Petrobras
anunciou, na última semana, mudanças contábeis que tendem a elevar seu
lucro e a distribuição de dividendos. As ações preferenciais (PETR4) e
ordinárias (PETR3) reagiram positivamente no pregão posterior ao
anúncio. Mas o ponto que interessa é: o valor da companhia se alterou
por causa da mudança? Como a análise fundamentalista vê a questão?
Como a Petrobras também possui receita em dólar, a administração resolveu alterar a contabilização da variação cambial. Esta parcela da receita funciona como uma espécie de proteção, um “hedge” econômico. Enquanto a dívida aumenta devido à apreciação da moeda americana, o faturamento em moeda estrangeira também se eleva. Segundo a reportagem, 20% das exportações previstas para os próximos sete anos servem para proteger a variação cambial de 70% da dívida líquida em dólar. Com isso, a atualização da dívida, a partir de agora, passará a ser lançada no patrimônio líquido e não imediatamente na demonstração de resultados. O impacto da variação cambial da dívida só irá a resultado quando as exportações que a suportam também forem contabilizadas. Dessa forma, a variação cambial do faturamento da exportação tende a compensar a da dívida.

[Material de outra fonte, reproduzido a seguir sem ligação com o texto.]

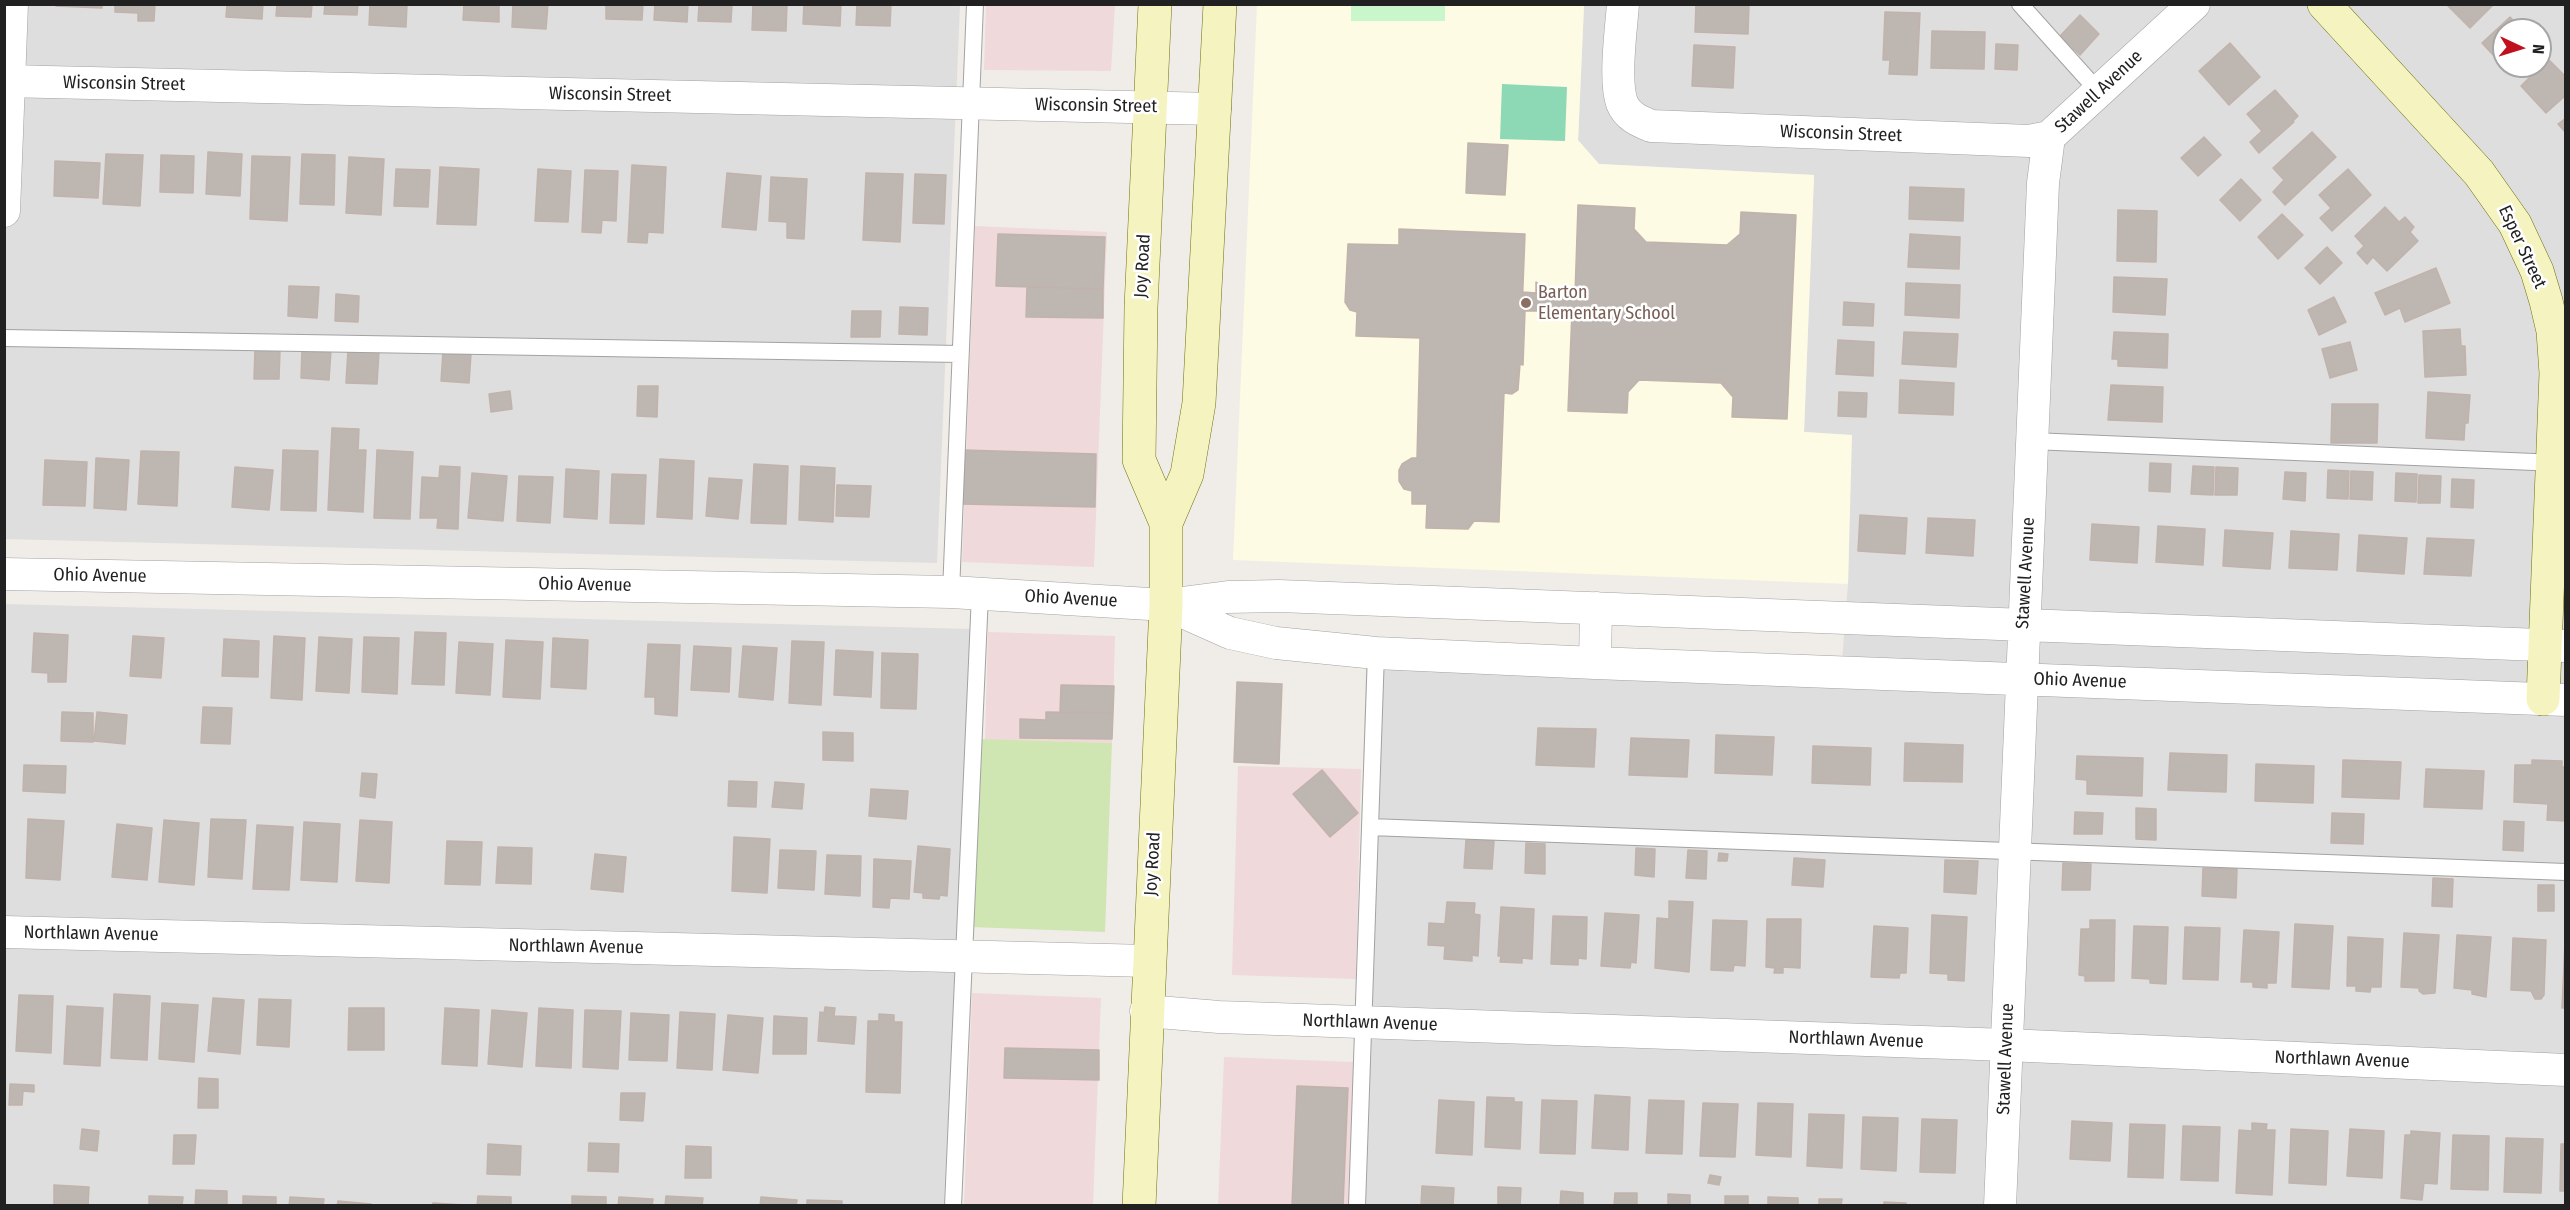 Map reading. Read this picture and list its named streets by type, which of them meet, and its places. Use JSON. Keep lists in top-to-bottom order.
{
  "streets": {
    "street": [
      "Wisconsin Street",
      "Stawell Avenue",
      "Esper Street",
      "Joy Road",
      "Ohio Avenue",
      "Northlawn Avenue"
    ]
  },
  "crossings": [
    ["Wisconsin Street", "Stawell Avenue"],
    ["Wisconsin Street", "Joy Road"],
    ["Stawell Avenue", "Ohio Avenue"],
    ["Stawell Avenue", "Northlawn Avenue"],
    ["Esper Street", "Ohio Avenue"],
    ["Joy Road", "Ohio Avenue"],
    ["Joy Road", "Northlawn Avenue"]
  ],
  "places": ["Barton Elementary School"],
  "north": "right"
} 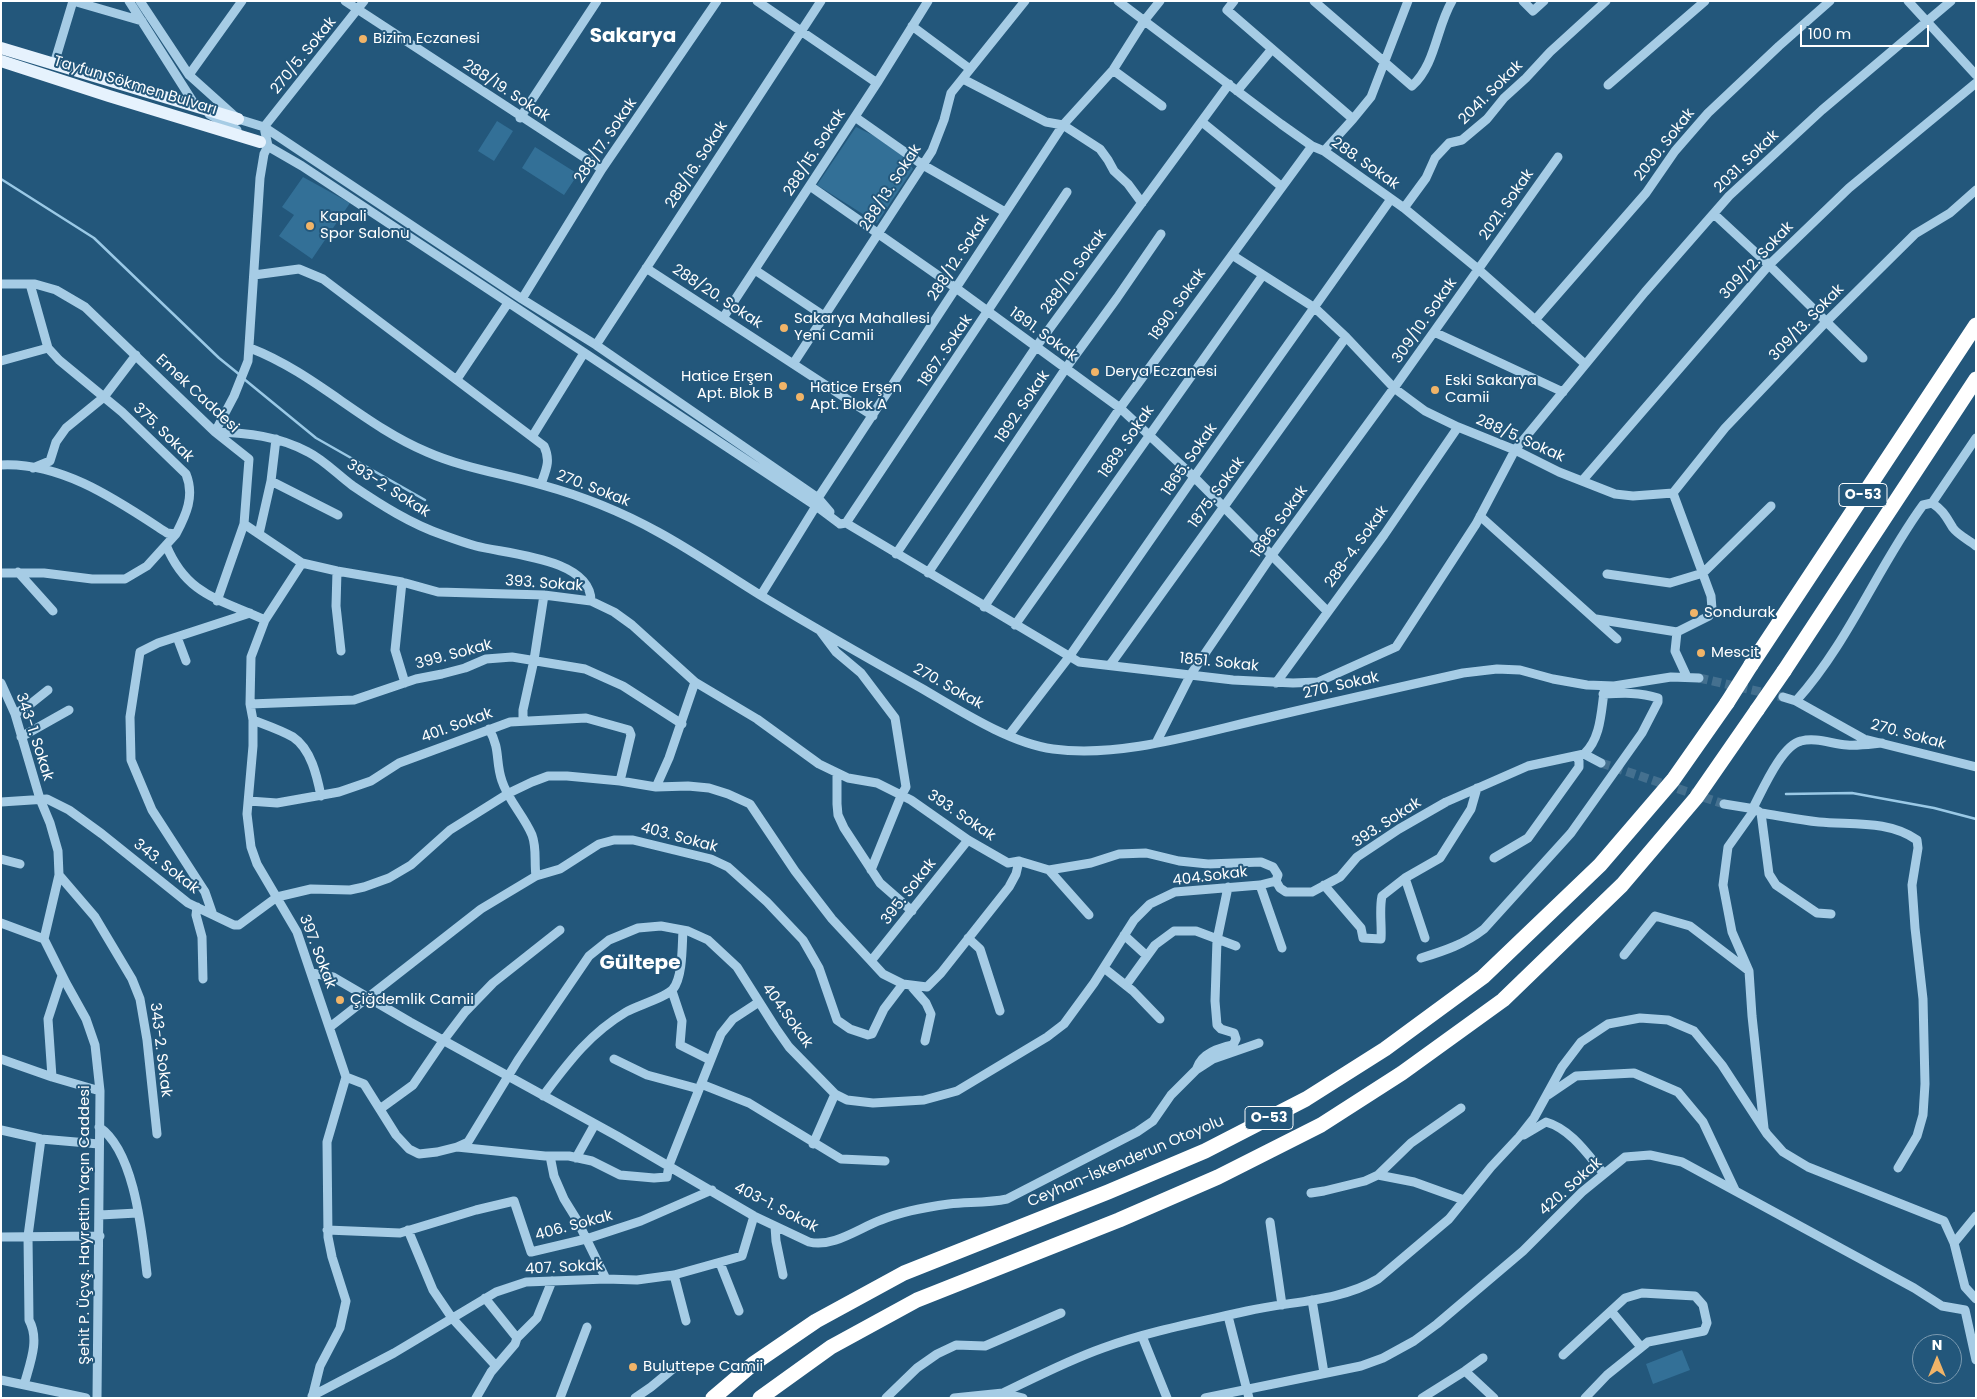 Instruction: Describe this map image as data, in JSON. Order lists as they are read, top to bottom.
{
  "streets": {
    "highway": ["O-53", "Ceyhan-İskenderun Otoyolu"],
    "main road": ["Tayfun Sökmen Bulvarı"],
    "street": [
      "270/5. Sokak",
      "288/19. Sokak",
      "2041. Sokak",
      "288/17. Sokak",
      "2030. Sokak",
      "288/15. Sokak",
      "2031. Sokak",
      "288. Sokak",
      "288/16. Sokak",
      "288/13. Sokak",
      "2021. Sokak",
      "288/12. Sokak",
      "309/12. Sokak",
      "288/10. Sokak",
      "288/20. Sokak",
      "1890. Sokak",
      "309/10. Sokak",
      "309/13. Sokak",
      "1891. Sokak",
      "1867. Sokak",
      "Emek Caddesi",
      "1892. Sokak",
      "375. Sokak",
      "288/5. Sokak",
      "1889. Sokak",
      "1865. Sokak",
      "393-2. Sokak",
      "270. Sokak",
      "1875. Sokak",
      "1886. Sokak",
      "288-4. Sokak",
      "393. Sokak",
      "399. Sokak",
      "1851. Sokak",
      "401. Sokak",
      "343-1. Sokak",
      "403. Sokak",
      "343. Sokak",
      "404.Sokak",
      "395. Sokak",
      "397. Sokak",
      "343-2. Sokak",
      "420. Sokak",
      "403-1. Sokak",
      "Şehit P. Üçvş. Hayrettin Yaçın Caddesi",
      "406. Sokak",
      "407. Sokak"
    ]
  },
  "crossings": [
    ["270/5. Sokak", "288/19. Sokak"],
    ["288/19. Sokak", "288/17. Sokak"],
    ["2041. Sokak", "288. Sokak"],
    ["2030. Sokak", "288. Sokak"],
    ["288/15. Sokak", "288/20. Sokak"],
    ["288/15. Sokak", "1891. Sokak"],
    ["2031. Sokak", "288. Sokak"],
    ["2031. Sokak", "1851. Sokak"],
    ["288. Sokak", "2021. Sokak"],
    ["288. Sokak", "288/12. Sokak"],
    ["288. Sokak", "288/10. Sokak"],
    ["288. Sokak", "1890. Sokak"],
    ["288. Sokak", "309/10. Sokak"],
    ["288. Sokak", "1865. Sokak"],
    ["288/16. Sokak", "288/20. Sokak"],
    ["288/13. Sokak", "288/20. Sokak"],
    ["288/13. Sokak", "1891. Sokak"],
    ["2021. Sokak", "309/10. Sokak"],
    ["288/12. Sokak", "288/20. Sokak"],
    ["288/12. Sokak", "1891. Sokak"],
    ["288/12. Sokak", "270. Sokak"],
    ["288/12. Sokak", "1851. Sokak"],
    ["309/12. Sokak", "288/5. Sokak"],
    ["288/10. Sokak", "1891. Sokak"],
    ["288/10. Sokak", "1851. Sokak"],
    ["1890. Sokak", "1891. Sokak"],
    ["1890. Sokak", "288/5. Sokak"],
    ["1890. Sokak", "1851. Sokak"],
    ["309/10. Sokak", "288/5. Sokak"],
    ["309/10. Sokak", "1886. Sokak"],
    ["309/13. Sokak", "288/5. Sokak"],
    ["1891. Sokak", "1867. Sokak"],
    ["1891. Sokak", "1892. Sokak"],
    ["1891. Sokak", "1889. Sokak"],
    ["1891. Sokak", "1865. Sokak"],
    ["1891. Sokak", "1875. Sokak"],
    ["1891. Sokak", "1886. Sokak"],
    ["1891. Sokak", "288-4. Sokak"],
    ["1867. Sokak", "1851. Sokak"],
    ["Emek Caddesi", "393-2. Sokak"],
    ["Emek Caddesi", "393. Sokak"],
    ["1892. Sokak", "1851. Sokak"],
    ["288/5. Sokak", "1889. Sokak"],
    ["288/5. Sokak", "1865. Sokak"],
    ["288/5. Sokak", "1875. Sokak"],
    ["288/5. Sokak", "1886. Sokak"],
    ["288/5. Sokak", "288-4. Sokak"],
    ["288/5. Sokak", "1851. Sokak"],
    ["1889. Sokak", "1851. Sokak"],
    ["1865. Sokak", "270. Sokak"],
    ["1865. Sokak", "1851. Sokak"],
    ["393-2. Sokak", "393. Sokak"],
    ["270. Sokak", "1886. Sokak"],
    ["1875. Sokak", "1851. Sokak"],
    ["1886. Sokak", "1851. Sokak"],
    ["288-4. Sokak", "1851. Sokak"],
    ["393. Sokak", "404.Sokak"],
    ["393. Sokak", "395. Sokak"],
    ["393. Sokak", "397. Sokak"],
    ["399. Sokak", "397. Sokak"],
    ["401. Sokak", "397. Sokak"],
    ["343-1. Sokak", "343. Sokak"],
    ["403. Sokak", "397. Sokak"],
    ["403. Sokak", "403-1. Sokak"],
    ["343. Sokak", "397. Sokak"],
    ["404.Sokak", "397. Sokak"],
    ["404.Sokak", "403-1. Sokak"],
    ["397. Sokak", "403-1. Sokak"],
    ["403-1. Sokak", "406. Sokak"],
    ["403-1. Sokak", "407. Sokak"]
  ],
  "districts": ["Sakarya", "Gültepe"],
  "places": [
    "Bizim Eczanesi",
    "Kapali Spor Salonu",
    "Sakarya Mahallesi Yeni Camii",
    "Derya Eczanesi",
    "Hatice Erşen Apt. Blok B",
    "Eski Sakarya Camii",
    "Hatice Erşen Apt. Blok A",
    "Sondurak",
    "Mescit",
    "Çiğdemlik Camii",
    "Buluttepe Camii"
  ],
  "scale_bar": "100 m",
  "north": "top"
}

Como a despesa de variação cambial do último trimestre não será levada a resultado, o lucro da companhia aumentará. De acordo com analistas consultados pela reportagem, as perdas financeiras de R$ 10 bilhões devem se reduzir para R$ 3 bilhões. As ações, tanto preferenciais quanto ordinárias, reagiram bem ao anúncio, subindo 3,88% e 7,25%, respectivamente, no pregão da última quinta.
Mas o valor intrínseco da companhia se alterou por causa da mudança da prática contábil? A resposta é não. Como dito anteriormente, essas remarcações da dívida possuem apenas efeito contábil, logo sem reflexo no caixa. Assim, um analista que utiliza o fluxo de caixa descontado para avaliar o valor da companhia não deveria alterar sua percepção sobre a mesma.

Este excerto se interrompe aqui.